The Powell as it flows south into Tennessee is choked with pleurocerid snails – Leptoxis, Io, and three species of Pleurocera jostle each other for every square millimeter of benthic habitat.  This actually makes gathering observations on any other freshwater gastropod species extra-challenging.  As much as I love pleurocerids, I sometimes find myself wishing that they would all disappear for about an hour, so I could find anything else.

So I patted myself on the back in the summer of 2007 when I was able to confirm a population of Somatogyrus parvulus in the Powell River (marked “S” in the figure below).  Adult Somatogyrus are essentially indistinguishable from juvenile Leptoxis in the field (“L”), unless held up to close examination.  Their habitat was an important clue for me standing knee deep at midstream – I noticed a few suspicious little snails crouched Somatogyrus-like under rocks, when most of the Leptoxis population was grazing on top.

Then in 2008 I found a couple individuals of a second, more mysterious hydrobiid species in the Powell (C, below).  Again, they were mixed with a high density of Leptoxis, but this second population was more associated with woody debris in marginal pools than rocks at midstream.  Initially I thought they might be Amnicola (A), which does range through East Tennessee drainages, although not as commonly encountered as in Ohio drainages further north.  But back in the lab, they simply did not look like Amnicola.  I recorded them as “Birgella” in my database, which didn’t look right either, because the mystery snails were too small, and figured to come back to them in the future.

In 2010 I found samples of the same mysterious hydrobiid (C) at two sites in the upper Sequatchie River, another lovely mid-sized tributary of the Tennessee about 250 km SW of the Powell.  The Sequatchie also boasts a wonderfully diverse fauna of freshwater mollusks – certainly including Amnicola as well as a dense population of Leptoxis.  And again, to recover a completely vanilla 3 mm prosobranch gastropod from the waters of the Sequatchie that is neither a juvenile Leptoxis nor an Amnicola required something akin to divine intervention.  And once again, I labeled the mysterious little snails Birgella-with-a-question-mark and set them aside for future study, really rather distracted by the other 37 species of freshwater gastropods in the upper Tennessee drainage at the time.

So two years passed.  Then at the AMS meeting this past June I ran into my old buddy Bob Hershler, and he agreed to take a look at my (now three) samples of mysterious East Tennessee hydrobiid, and together we sorted the situation out. 

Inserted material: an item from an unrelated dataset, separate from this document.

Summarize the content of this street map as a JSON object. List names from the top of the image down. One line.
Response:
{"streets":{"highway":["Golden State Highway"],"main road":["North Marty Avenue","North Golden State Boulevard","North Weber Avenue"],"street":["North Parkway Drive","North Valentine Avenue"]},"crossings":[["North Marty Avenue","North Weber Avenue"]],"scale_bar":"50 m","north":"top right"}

Bob confirmed a simple, unlobed “lithoglyphine” penial morphology for the mystery populations, firmly ruling out Birgella and Amnicola, and suggested Somatogyrus.  But Somatogyrus are more heavily-shelled and found midstream – witness the population of S. parvulus in the Powell River rapids not two meters from the marginal pool favored by our mystery species. The mystery hydrobiids bear a lighter, slightly more inflated shell with an umbilicus.  A Somatogyrus with an umbilicus?  Does that ring any bells?

Last month we reviewed the life and work of Bryant Walker (1856-1936), touching at some length on Walker’s research interest in the hydrobiid genus Somatogyrus [1].  Attentive readers may recall that between 1904 and 1909 Walker described 22 species of Somatogyrus, including 21 that were indistinguishable and one that looked different.  That different one, “remarkable for its round, deep umbilicus,” Walker removed to a new genus Clappia in 1909 [2].

Clappia umbilicata was originally described from the Coosa River of Alabama, and has not subsequently been collected elsewhere.  In 1965 Bill Clench reported an additional population of Clappia inhabiting a tributary of the Coosa River perhaps 50 km west of the type locality of C. umbilicata, which he described as Clappia cahabensis, honoring the strict one-drainage-per-species rule enforced throughout the Mobile Basin [3].

But the sad fate of the Mobile Basin gastropod fauna will be well known to most of my readership [4].  Thompson based his 1984 review of the lithoglyphine hydrobiids on a museum lot of Clappia, considering C. umbilicata "apparently" extinct and opining that C. cahabensis "may also be extinct" [5].  Both species were more recently listed as extinct by Lydeard & Mayden [6] and designated as such on the IUCN Redlist.  Our colleague Stephanie Clark enjoyed 15 minutes of fame for rediscovering C. cahabensis alive back in 2005 [7].

Now it has become apparent that the range of Clappia extends well beyond Alabama, to include at least two mid-sized rivers in East Tennessee [8]. And given how lightly the freshwater gastropods of Tennessee have been surveyed, and how difficult such diminutive hydrobiids may be to find in the high densities of pleurocerids that characterize the entire region, it seems quite likely that additional Clappia populations yet remain undiscovered.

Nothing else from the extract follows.